Bertolt Brecht, 1898-1956, o maior dramaturgo alemão, continua atual: “O pior analfabeto é o analfabeto político. Ele não ouve, não fala, nem participa dos acontecimentos políticos. Ele não sabe que o custo de vida, o preço do feijão, do peixe, da farinha, do aluguel, do sapato e do remédio dependem das decisões políticas. O analfabeto político é tão burro que se orgulha e estufa o peito dizendo que odeia a política. Não sabe o imbecil que, de sua ignorância política, nasce a prostituta, o menor abandonado e o pior de todos os bandidos, que é o político vigarista, pilantra, corrupto e lacaio das empresas nacionais e multinacionais”.
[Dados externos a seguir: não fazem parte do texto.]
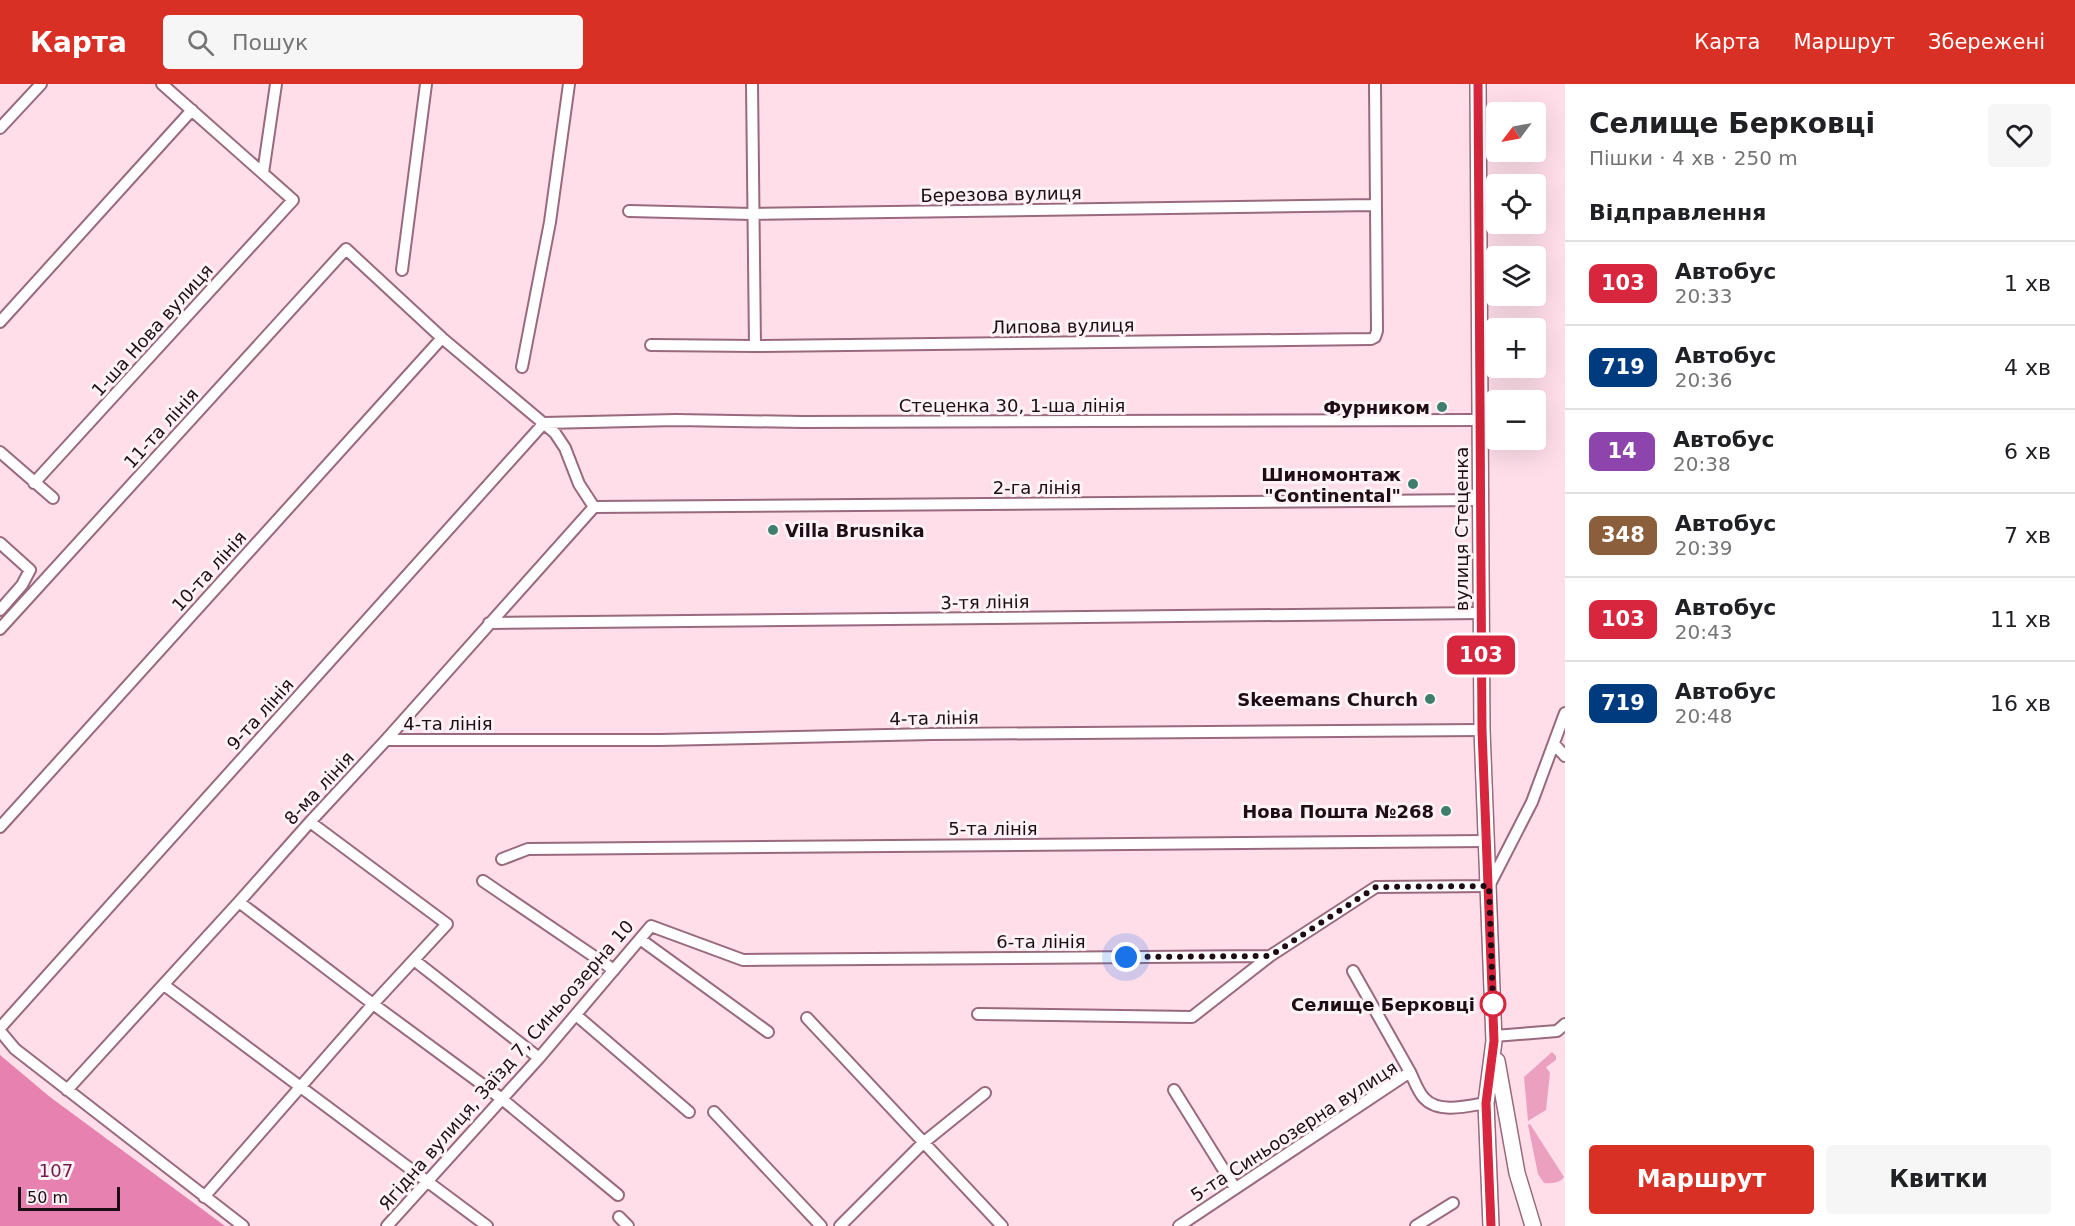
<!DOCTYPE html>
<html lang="uk">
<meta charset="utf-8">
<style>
body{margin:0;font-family:"DejaVu Sans",sans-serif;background:#f6f6f6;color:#202124;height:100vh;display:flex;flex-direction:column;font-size:22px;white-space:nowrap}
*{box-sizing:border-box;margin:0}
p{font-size:20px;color:#757577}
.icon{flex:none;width:33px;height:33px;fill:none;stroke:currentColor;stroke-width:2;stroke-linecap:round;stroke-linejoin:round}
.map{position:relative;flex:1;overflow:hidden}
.panel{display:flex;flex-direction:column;background:#fff;width:510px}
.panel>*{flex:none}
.badge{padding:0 12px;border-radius:9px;font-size:21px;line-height:39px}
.needle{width:39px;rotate:238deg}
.tools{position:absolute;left:1486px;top:18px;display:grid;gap:12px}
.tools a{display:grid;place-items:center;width:60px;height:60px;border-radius:6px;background:#fff;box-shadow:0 6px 24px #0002;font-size:30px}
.scale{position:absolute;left:18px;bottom:15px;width:102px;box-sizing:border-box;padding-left:6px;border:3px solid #1f0d15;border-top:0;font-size:16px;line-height:21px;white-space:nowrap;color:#1f0d15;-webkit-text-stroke:4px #fdf2f6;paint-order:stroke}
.you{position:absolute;width:30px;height:30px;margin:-15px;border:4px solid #fff;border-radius:50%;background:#1a73e8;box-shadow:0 0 0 9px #1a73e833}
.map>.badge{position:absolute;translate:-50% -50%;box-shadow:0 0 0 3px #fff}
h2{padding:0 24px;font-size:22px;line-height:54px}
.round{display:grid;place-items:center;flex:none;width:63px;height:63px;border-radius:6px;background:#f6f6f6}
.summary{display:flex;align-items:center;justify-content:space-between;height:102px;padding:0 24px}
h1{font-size:28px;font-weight:600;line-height:45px}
.cta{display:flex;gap:12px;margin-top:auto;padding:12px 24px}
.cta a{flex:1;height:69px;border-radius:6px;background:#d93025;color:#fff;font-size:24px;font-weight:600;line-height:69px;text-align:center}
.cta a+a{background:#f6f6f6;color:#202124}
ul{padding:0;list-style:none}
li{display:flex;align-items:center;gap:18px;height:84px;padding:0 24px;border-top:2px solid #e0e0e0}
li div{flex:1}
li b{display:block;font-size:22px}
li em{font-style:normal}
li .badge{min-width:66px;font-weight:700;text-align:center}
header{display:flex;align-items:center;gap:36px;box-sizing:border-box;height:84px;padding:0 30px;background:#d93025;color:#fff}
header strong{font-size:28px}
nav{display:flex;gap:33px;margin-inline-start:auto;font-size:21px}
.search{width:420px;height:54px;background:#f6f6f6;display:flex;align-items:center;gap:15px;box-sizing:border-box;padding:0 21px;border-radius:6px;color:#757577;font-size:22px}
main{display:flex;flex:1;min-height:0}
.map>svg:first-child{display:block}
.green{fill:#eca0c0}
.forest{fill:#e782b0}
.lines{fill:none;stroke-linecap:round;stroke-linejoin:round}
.street-casing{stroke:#99697d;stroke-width:14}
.secondary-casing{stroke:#99697d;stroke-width:18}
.street{stroke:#fff;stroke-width:10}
.secondary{stroke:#fff;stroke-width:15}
.line-casing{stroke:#fff;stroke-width:14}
.line{stroke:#d7263d;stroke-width:9}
.walk{stroke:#1f0d15;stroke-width:6;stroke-dasharray:0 10.8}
.poi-dot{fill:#3f7e6c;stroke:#fdf2f6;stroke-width:2}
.stop-dot{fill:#fff;stroke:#d7263d;stroke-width:3}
.labels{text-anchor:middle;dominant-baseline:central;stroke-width:6;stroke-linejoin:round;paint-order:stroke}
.street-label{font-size:18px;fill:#1f0d15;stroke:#fdf2f6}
.poi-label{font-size:18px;font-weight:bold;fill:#1f0d15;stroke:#fdf2f6;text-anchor:end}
.stop-label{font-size:18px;font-weight:bold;fill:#1f0d15;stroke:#fdf2f6;text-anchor:end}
.park-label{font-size:18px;fill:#721849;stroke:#fdf2f6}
</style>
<header>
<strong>Карта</strong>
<div class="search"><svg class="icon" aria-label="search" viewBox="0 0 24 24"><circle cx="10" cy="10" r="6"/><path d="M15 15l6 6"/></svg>Пошук</div>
<nav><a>Карта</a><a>Маршрут</a><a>Збережені</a></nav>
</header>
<main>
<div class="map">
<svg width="1565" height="1142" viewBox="0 0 1565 1142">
<rect width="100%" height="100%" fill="#ffdeea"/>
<path class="green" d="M1552,968L1556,972V976L1546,983L1550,989L1546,1026L1528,1037L1524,993Z
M1530,1040L1564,1093C1560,1099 1551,1100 1544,1099L1538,1090L1528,1041Z"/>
<path class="forest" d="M0,971L50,1013L225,1142H0Z"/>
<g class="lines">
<defs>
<path id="street" d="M752,0L755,262
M0,44L41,0
M263,89L276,0
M629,127L752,130L1374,121
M402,186L426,0
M0,238L192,26
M651,261L755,262L1371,255L1375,253L1377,247L1375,0
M522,283L550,138L569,0
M544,339L676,336L803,338L1480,336
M0,368L53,414
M34,399L293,116L162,0
M594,423L1481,416
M0,459L30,486L22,501L0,526
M489,539L1481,529
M0,545L346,165L442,254L555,349L565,364L579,400L594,423
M386,656H660L932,650L1482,646
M1554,660L1565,672
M0,743L442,254
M502,775L528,765L1487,757
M483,797L614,886
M239,818L373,920L502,1015L618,1111
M640,855L768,948
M414,876L539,974
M1353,887L1410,988
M164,901L487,1142
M978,930L1192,933L1270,872L1376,803L1489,802L1532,718L1565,629
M576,931L689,1028
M807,934L1002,1142
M0,944L544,339
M0,947L15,965L243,1142
M1494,952L1557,947L1565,940
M67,1006L239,818L310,738L386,656L594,423
M1174,1006L1235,1104
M714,1028L821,1142
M204,1113L373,920L447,840L310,738
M619,1133L628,1142
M387,1142L539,974L651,842L743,876L1270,872
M840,1142L923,1059L985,1009
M1179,1142L1410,988C1414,996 1418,1008 1424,1014C1438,1030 1468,1022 1486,1019
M1416,1142L1453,1119"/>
<path id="secondary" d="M1478,0L1482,646L1494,957L1486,1019L1491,1142
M1497,977L1517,1089L1533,1142"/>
</defs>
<use href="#street" class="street-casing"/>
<use href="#secondary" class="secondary-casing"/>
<use href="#street" class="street"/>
<use href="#secondary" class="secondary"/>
</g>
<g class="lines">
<defs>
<path id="line" d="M1478,0L1482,646L1494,957L1486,1019L1491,1142"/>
</defs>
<use href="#line" class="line-casing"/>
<use href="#line" class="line"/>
<path class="walk" d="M1126,873L1270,872L1376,803L1489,802L1493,922V920"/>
</g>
<g class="poi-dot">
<circle cx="1442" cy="323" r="6"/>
<circle cx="1413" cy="400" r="6"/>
<circle cx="773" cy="446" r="6"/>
<circle cx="1430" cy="615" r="6"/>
<circle cx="1446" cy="727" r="6"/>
</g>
<circle class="stop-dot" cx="1493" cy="920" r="12"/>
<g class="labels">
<g class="street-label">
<text transform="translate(1001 110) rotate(-1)">Березова вулиця</text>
<text transform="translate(1063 242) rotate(-1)">Липова вулиця</text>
<text transform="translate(152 246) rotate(-48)">1-ша Нова вулиця</text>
<text x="1012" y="321">Стеценка 30, 1-ша лінія</text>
<text transform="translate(161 344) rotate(-48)">11-та лінія</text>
<text x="1037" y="403">2-га лінія</text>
<text transform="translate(1461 445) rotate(-90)">вулиця Стеценка</text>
<text transform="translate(209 487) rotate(-48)">10-та лінія</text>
<text transform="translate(985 518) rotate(-1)">3-тя лінія</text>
<text transform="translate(260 630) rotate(-48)">9-та лінія</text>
<text transform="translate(934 634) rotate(-1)">4-та лінія</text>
<text x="448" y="639">4-та лінія</text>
<text transform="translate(319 704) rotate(-47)">8-ма лінія</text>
<text x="993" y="744">5-та лінія</text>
<text x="1041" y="857">6-та лінія</text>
<text transform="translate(506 981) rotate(-49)">Ягідна вулиця, Заїзд 7, Синьоозерна 10</text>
<text transform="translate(1294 1047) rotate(-33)">5-та Синьоозерна вулиця</text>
</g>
<g class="poi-label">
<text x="1430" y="323">Фурником</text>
<text x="1401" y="390">Шиномонтаж<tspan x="1401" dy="21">"Continental"</tspan></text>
<text x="785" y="446" text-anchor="start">Villa Brusnika</text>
<text x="1418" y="615">Skeemans Church</text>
<text x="1434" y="727">Нова Пошта №268</text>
</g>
<g class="stop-label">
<text x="1475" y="920">Селище Берковці</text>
</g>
<g class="park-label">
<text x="56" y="1086">107</text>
</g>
</g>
</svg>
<div class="tools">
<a><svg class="needle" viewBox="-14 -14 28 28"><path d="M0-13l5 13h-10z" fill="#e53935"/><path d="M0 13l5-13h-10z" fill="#757577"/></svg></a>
<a><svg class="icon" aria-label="locate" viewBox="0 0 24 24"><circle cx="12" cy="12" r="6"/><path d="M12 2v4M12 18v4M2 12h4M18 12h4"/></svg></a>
<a><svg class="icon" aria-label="layers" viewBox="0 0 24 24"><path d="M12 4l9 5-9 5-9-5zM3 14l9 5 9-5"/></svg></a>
<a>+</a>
<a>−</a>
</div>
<div class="scale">50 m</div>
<div class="you" style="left:1126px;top:873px"></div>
<b class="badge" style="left:1481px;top:571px;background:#d7263d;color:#fff">103</b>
</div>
<section class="panel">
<div class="summary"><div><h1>Селище Берковці</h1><p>Пішки · 4 хв · 250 m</p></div><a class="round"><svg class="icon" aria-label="heart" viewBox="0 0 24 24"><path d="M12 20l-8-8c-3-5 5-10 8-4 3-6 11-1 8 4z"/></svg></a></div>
<h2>Відправлення</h2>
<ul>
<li><span class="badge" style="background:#d7263d;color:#fff">103</span><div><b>Автобус</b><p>20:33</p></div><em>1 хв</em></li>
<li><span class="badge" style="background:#003b80;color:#fff">719</span><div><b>Автобус</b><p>20:36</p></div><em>4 хв</em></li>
<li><span class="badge" style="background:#8e44ad;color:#fff">14</span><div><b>Автобус</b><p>20:38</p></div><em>6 хв</em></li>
<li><span class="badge" style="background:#8b5e3c;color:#fff">348</span><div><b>Автобус</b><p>20:39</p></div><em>7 хв</em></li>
<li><span class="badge" style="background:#d7263d;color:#fff">103</span><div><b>Автобус</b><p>20:43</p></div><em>11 хв</em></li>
<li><span class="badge" style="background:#003b80;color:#fff">719</span><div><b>Автобус</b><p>20:48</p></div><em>16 хв</em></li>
</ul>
<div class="cta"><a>Маршрут</a><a>Квитки</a></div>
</section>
</main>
Assaz triste: pesquisas indicam que 38% dos brasileiros ainda não têm interesse algum por estas eleições e que mais de 25% pretendem optar pelo branco ou anular o voto. E o pior: 13% não acredita mais na Democracia como o melhor viés para a transformação, o avanço. Como vereda rumo ao desenvolvimento sustentável, à justiça social, à construção de um advir alicerçado na coexistência solidária, na Justiça e na Paz. No Humanismo Integral, como nos ensina o ícone Jacques Maritain.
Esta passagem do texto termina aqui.